Write out all of the data without omission, exactly as shown.
Data supplied Start Marker
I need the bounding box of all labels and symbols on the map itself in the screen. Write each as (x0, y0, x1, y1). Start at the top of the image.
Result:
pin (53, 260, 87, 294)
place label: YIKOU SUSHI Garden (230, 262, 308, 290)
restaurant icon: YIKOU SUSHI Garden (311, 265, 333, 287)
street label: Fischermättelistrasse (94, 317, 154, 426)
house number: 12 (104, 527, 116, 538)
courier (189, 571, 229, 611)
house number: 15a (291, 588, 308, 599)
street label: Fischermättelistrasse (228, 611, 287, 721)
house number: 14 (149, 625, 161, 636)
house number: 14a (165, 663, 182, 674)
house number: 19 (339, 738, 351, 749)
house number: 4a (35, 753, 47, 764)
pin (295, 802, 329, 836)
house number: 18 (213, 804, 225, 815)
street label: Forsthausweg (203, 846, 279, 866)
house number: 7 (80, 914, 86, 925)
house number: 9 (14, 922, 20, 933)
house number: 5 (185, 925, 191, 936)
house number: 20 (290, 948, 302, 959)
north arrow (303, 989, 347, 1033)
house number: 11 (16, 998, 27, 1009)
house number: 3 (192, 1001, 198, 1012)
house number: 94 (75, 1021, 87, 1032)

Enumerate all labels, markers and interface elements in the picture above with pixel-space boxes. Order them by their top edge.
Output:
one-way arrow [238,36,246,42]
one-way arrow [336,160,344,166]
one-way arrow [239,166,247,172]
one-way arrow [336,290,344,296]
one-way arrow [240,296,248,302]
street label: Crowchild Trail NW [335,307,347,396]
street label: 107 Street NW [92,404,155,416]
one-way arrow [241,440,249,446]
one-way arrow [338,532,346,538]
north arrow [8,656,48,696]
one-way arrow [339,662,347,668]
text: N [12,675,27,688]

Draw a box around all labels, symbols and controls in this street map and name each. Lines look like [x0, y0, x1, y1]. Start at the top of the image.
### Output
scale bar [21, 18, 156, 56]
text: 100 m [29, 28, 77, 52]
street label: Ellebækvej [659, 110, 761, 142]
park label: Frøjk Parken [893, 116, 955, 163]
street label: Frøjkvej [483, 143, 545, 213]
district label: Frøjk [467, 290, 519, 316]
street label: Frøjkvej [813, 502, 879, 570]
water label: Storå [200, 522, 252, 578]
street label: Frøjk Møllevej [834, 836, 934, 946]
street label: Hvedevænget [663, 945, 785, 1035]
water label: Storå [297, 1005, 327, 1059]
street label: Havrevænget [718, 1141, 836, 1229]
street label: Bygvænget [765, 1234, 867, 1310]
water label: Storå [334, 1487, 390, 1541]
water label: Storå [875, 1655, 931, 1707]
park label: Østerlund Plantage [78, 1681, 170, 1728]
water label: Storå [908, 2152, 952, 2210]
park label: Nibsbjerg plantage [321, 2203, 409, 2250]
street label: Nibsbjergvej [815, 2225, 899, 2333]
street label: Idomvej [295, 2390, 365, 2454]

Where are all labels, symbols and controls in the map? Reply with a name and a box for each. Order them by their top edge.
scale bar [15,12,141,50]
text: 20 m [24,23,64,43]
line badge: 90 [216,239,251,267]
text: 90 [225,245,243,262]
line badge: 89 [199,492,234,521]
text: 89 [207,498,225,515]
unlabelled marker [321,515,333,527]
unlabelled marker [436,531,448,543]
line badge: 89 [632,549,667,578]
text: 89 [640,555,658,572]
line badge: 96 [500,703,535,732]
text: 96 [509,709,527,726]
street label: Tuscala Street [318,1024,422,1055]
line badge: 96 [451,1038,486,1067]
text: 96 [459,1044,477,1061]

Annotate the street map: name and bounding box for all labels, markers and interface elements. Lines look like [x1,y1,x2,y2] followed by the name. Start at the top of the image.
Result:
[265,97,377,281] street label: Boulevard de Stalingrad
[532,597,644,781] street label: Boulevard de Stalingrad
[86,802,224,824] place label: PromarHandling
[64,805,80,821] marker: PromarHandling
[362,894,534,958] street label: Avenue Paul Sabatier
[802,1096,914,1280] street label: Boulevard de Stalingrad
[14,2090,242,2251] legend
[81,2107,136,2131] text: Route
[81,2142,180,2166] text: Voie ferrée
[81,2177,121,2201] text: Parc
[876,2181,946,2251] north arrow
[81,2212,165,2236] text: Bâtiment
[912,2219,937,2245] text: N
Data supplied End Marker
Task response:
I need the bounding box of all labels and symbols on the map itself in the screen. Write each as (x0, y0, x1, y1). Start at the top of the image.
Result:
pin (53, 260, 87, 294)
place label: YIKOU SUSHI Garden (230, 262, 308, 290)
restaurant icon: YIKOU SUSHI Garden (311, 265, 333, 287)
street label: Fischermättelistrasse (94, 317, 154, 426)
house number: 12 (104, 527, 116, 538)
courier (189, 571, 229, 611)
house number: 15a (291, 588, 308, 599)
street label: Fischermättelistrasse (228, 611, 287, 721)
house number: 14 (149, 625, 161, 636)
house number: 14a (165, 663, 182, 674)
house number: 19 (339, 738, 351, 749)
house number: 4a (35, 753, 47, 764)
pin (295, 802, 329, 836)
house number: 18 (213, 804, 225, 815)
street label: Forsthausweg (203, 846, 279, 866)
house number: 7 (80, 914, 86, 925)
house number: 9 (14, 922, 20, 933)
house number: 5 (185, 925, 191, 936)
house number: 20 (290, 948, 302, 959)
north arrow (303, 989, 347, 1033)
house number: 11 (16, 998, 27, 1009)
house number: 3 (192, 1001, 198, 1012)
house number: 94 (75, 1021, 87, 1032)

Enumerate all labels, markers and interface elements in the picture above with pixel-space boxes. Order them by their top edge.
Output:
one-way arrow [238,36,246,42]
one-way arrow [336,160,344,166]
one-way arrow [239,166,247,172]
one-way arrow [336,290,344,296]
one-way arrow [240,296,248,302]
street label: Crowchild Trail NW [335,307,347,396]
street label: 107 Street NW [92,404,155,416]
one-way arrow [241,440,249,446]
one-way arrow [338,532,346,538]
north arrow [8,656,48,696]
one-way arrow [339,662,347,668]
text: N [12,675,27,688]

Draw a box around all labels, symbols and controls in this street map and name each. Lines look like [x0, y0, x1, y1]. Start at the top of the image.
### Output
scale bar [21, 18, 156, 56]
text: 100 m [29, 28, 77, 52]
street label: Ellebækvej [659, 110, 761, 142]
park label: Frøjk Parken [893, 116, 955, 163]
street label: Frøjkvej [483, 143, 545, 213]
district label: Frøjk [467, 290, 519, 316]
street label: Frøjkvej [813, 502, 879, 570]
water label: Storå [200, 522, 252, 578]
street label: Frøjk Møllevej [834, 836, 934, 946]
street label: Hvedevænget [663, 945, 785, 1035]
water label: Storå [297, 1005, 327, 1059]
street label: Havrevænget [718, 1141, 836, 1229]
street label: Bygvænget [765, 1234, 867, 1310]
water label: Storå [334, 1487, 390, 1541]
water label: Storå [875, 1655, 931, 1707]
park label: Østerlund Plantage [78, 1681, 170, 1728]
water label: Storå [908, 2152, 952, 2210]
park label: Nibsbjerg plantage [321, 2203, 409, 2250]
street label: Nibsbjergvej [815, 2225, 899, 2333]
street label: Idomvej [295, 2390, 365, 2454]

Where are all labels, symbols and controls in the map? Reply with a name and a box for each. Order them by their top edge.
scale bar [15,12,141,50]
text: 20 m [24,23,64,43]
line badge: 90 [216,239,251,267]
text: 90 [225,245,243,262]
line badge: 89 [199,492,234,521]
text: 89 [207,498,225,515]
unlabelled marker [321,515,333,527]
unlabelled marker [436,531,448,543]
line badge: 89 [632,549,667,578]
text: 89 [640,555,658,572]
line badge: 96 [500,703,535,732]
text: 96 [509,709,527,726]
street label: Tuscala Street [318,1024,422,1055]
line badge: 96 [451,1038,486,1067]
text: 96 [459,1044,477,1061]

Annotate the street map: name and bounding box for all labels, markers and interface elements. Lines look like [x1,y1,x2,y2] followed by the name. Start at the top of the image.
Result:
[265,97,377,281] street label: Boulevard de Stalingrad
[532,597,644,781] street label: Boulevard de Stalingrad
[86,802,224,824] place label: PromarHandling
[64,805,80,821] marker: PromarHandling
[362,894,534,958] street label: Avenue Paul Sabatier
[802,1096,914,1280] street label: Boulevard de Stalingrad
[14,2090,242,2251] legend
[81,2107,136,2131] text: Route
[81,2142,180,2166] text: Voie ferrée
[81,2177,121,2201] text: Parc
[876,2181,946,2251] north arrow
[81,2212,165,2236] text: Bâtiment
[912,2219,937,2245] text: N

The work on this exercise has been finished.